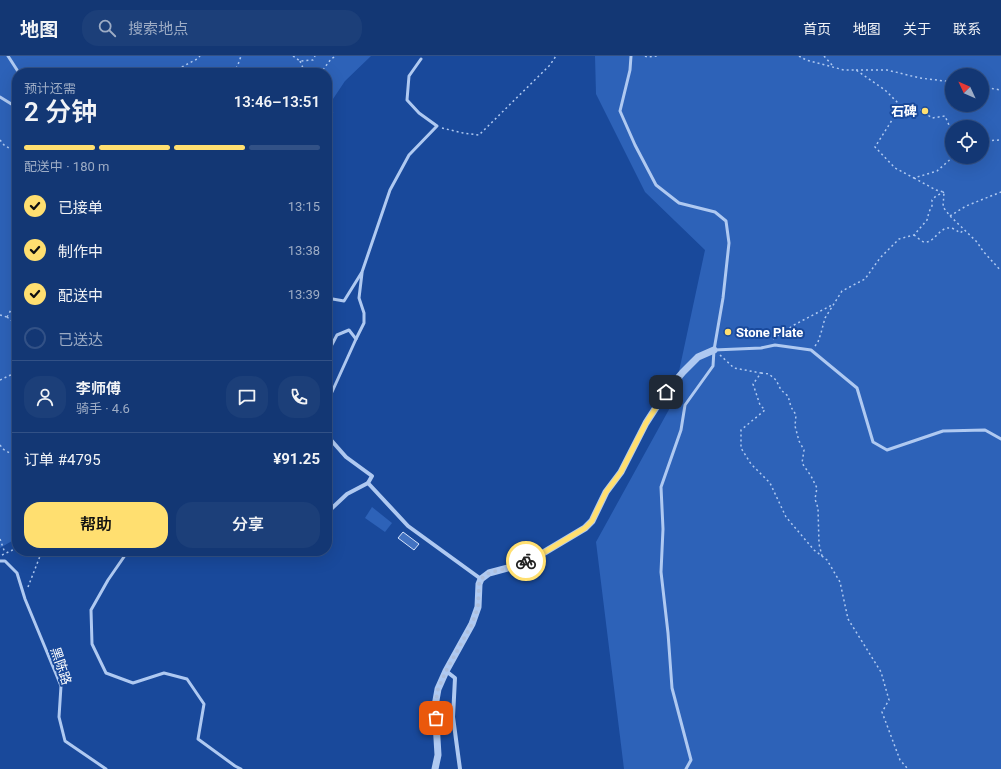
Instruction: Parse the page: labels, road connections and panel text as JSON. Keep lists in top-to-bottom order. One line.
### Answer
{"streets":{"lane":["黑陈路"]},"places":["石碑","Stone Plate"],"north":"top left","page":{"header":"地图","search":"搜索地点","nav":["首页","地图","关于","联系"],"heading":["2 分钟","预计还需","13:46–13:51"],"panel":["李师傅","骑手 · 4.6","订单 #4795","¥91.25"],"bar":"配送中 · 180 m","list":[["已接单","13:15"],["制作中","13:38"],["配送中","13:39"],"已送达"],"buttons":["帮助","分享"]}}
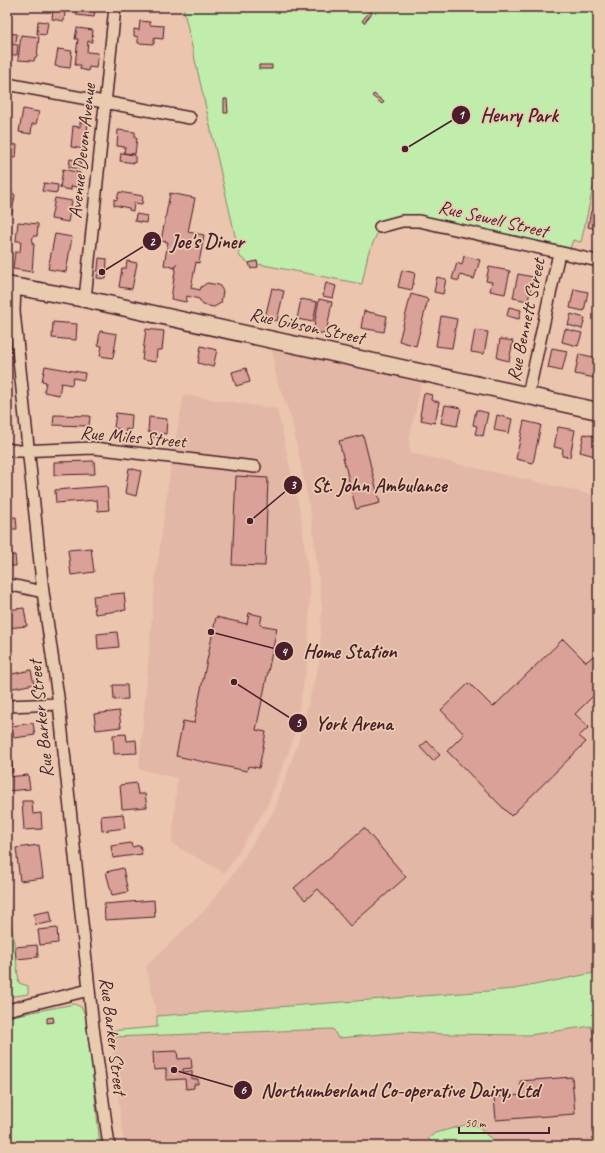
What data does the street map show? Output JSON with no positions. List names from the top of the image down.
{
  "streets": {
    "main road": ["Rue Gibson Street"],
    "street": [
      "Avenue Devon Avenue",
      "Rue Sewell Street",
      "Rue Bennett Street",
      "Rue Miles Street",
      "Rue Barker Street"
    ]
  },
  "crossings": [
    ["Avenue Devon Avenue", "Rue Gibson Street"],
    ["Rue Sewell Street", "Rue Bennett Street"],
    ["Rue Bennett Street", "Rue Gibson Street"],
    ["Rue Gibson Street", "Rue Barker Street"],
    ["Rue Miles Street", "Rue Barker Street"]
  ],
  "places": [
    "Henry Park",
    "Joe's Diner",
    "St. John Ambulance",
    "Home Station",
    "York Arena",
    "Northumberland Co-operative Dairy, Ltd"
  ],
  "scale_bar": "50 m"
}
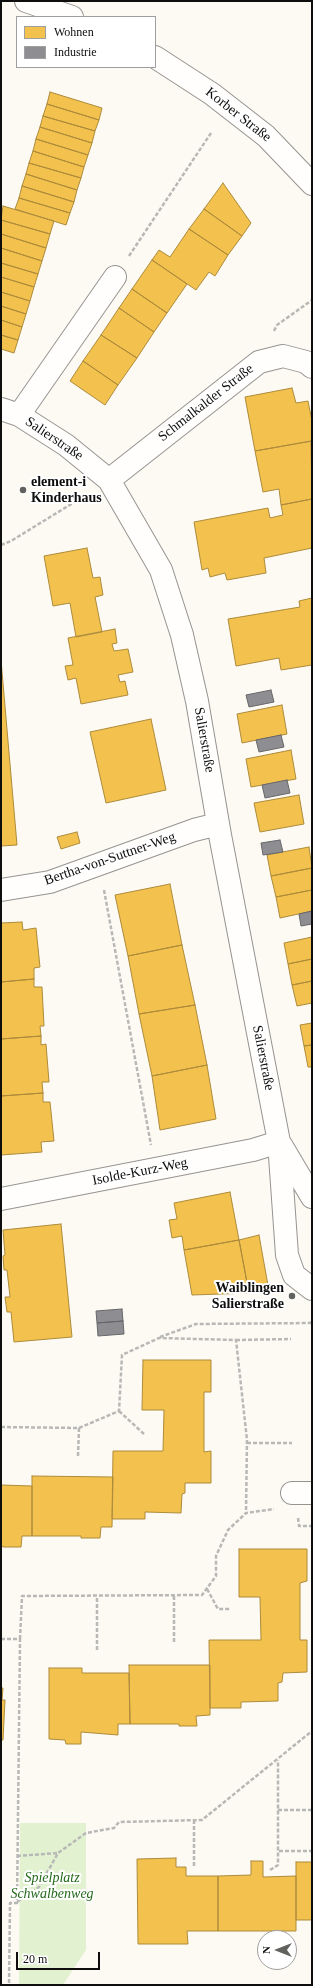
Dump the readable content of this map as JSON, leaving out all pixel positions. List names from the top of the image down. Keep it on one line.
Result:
{"streets":{"street":["Korber Straße","Schmalkalder Straße","Salierstraße","Bertha-von-Suttner-Weg","Isolde-Kurz-Weg"]},"crossings":[["Schmalkalder Straße","Salierstraße"],["Salierstraße","Bertha-von-Suttner-Weg"],["Salierstraße","Isolde-Kurz-Weg"]],"parks":["Spielplatz Schwalbenweg"],"places":["element-i Kinderhaus","Waiblingen Salierstraße"],"legend":["Wohnen","Industrie"],"scale_bar":"20 m","north":"left"}
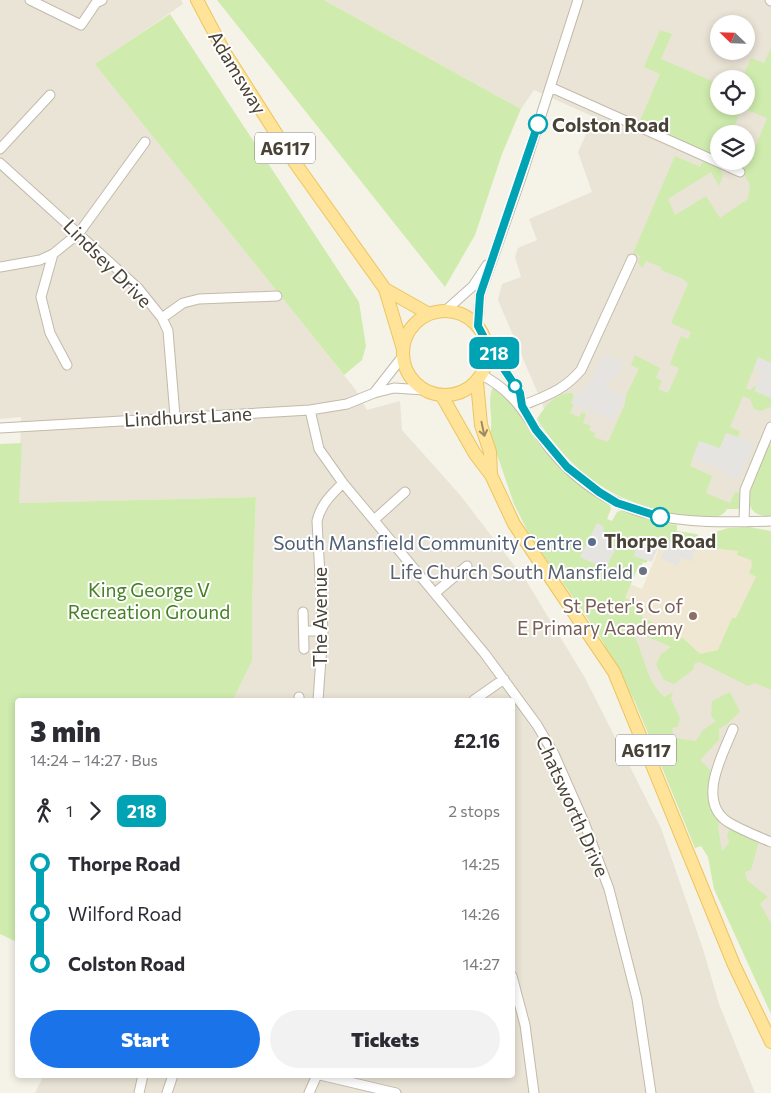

Aim of the task:
Pictures do not belong in the answer. Return the lines above starting at the one with "What data does" and ending at the one with "Dump the readable", both kept, exactly.

Answer to the exercise:
What data does the street map show? Output JSON with no positions. List names from the top of the image down.
{
  "streets": {
    "main road": ["Rue Gibson Street"],
    "street": [
      "Avenue Devon Avenue",
      "Rue Sewell Street",
      "Rue Bennett Street",
      "Rue Miles Street",
      "Rue Barker Street"
    ]
  },
  "crossings": [
    ["Avenue Devon Avenue", "Rue Gibson Street"],
    ["Rue Sewell Street", "Rue Bennett Street"],
    ["Rue Bennett Street", "Rue Gibson Street"],
    ["Rue Gibson Street", "Rue Barker Street"],
    ["Rue Miles Street", "Rue Barker Street"]
  ],
  "places": [
    "Henry Park",
    "Joe's Diner",
    "St. John Ambulance",
    "Home Station",
    "York Arena",
    "Northumberland Co-operative Dairy, Ltd"
  ],
  "scale_bar": "50 m"
}
Dump the readable content of this map as JSON, leaving out all pixel positions. List names from the top of the image down. Keep it on one line.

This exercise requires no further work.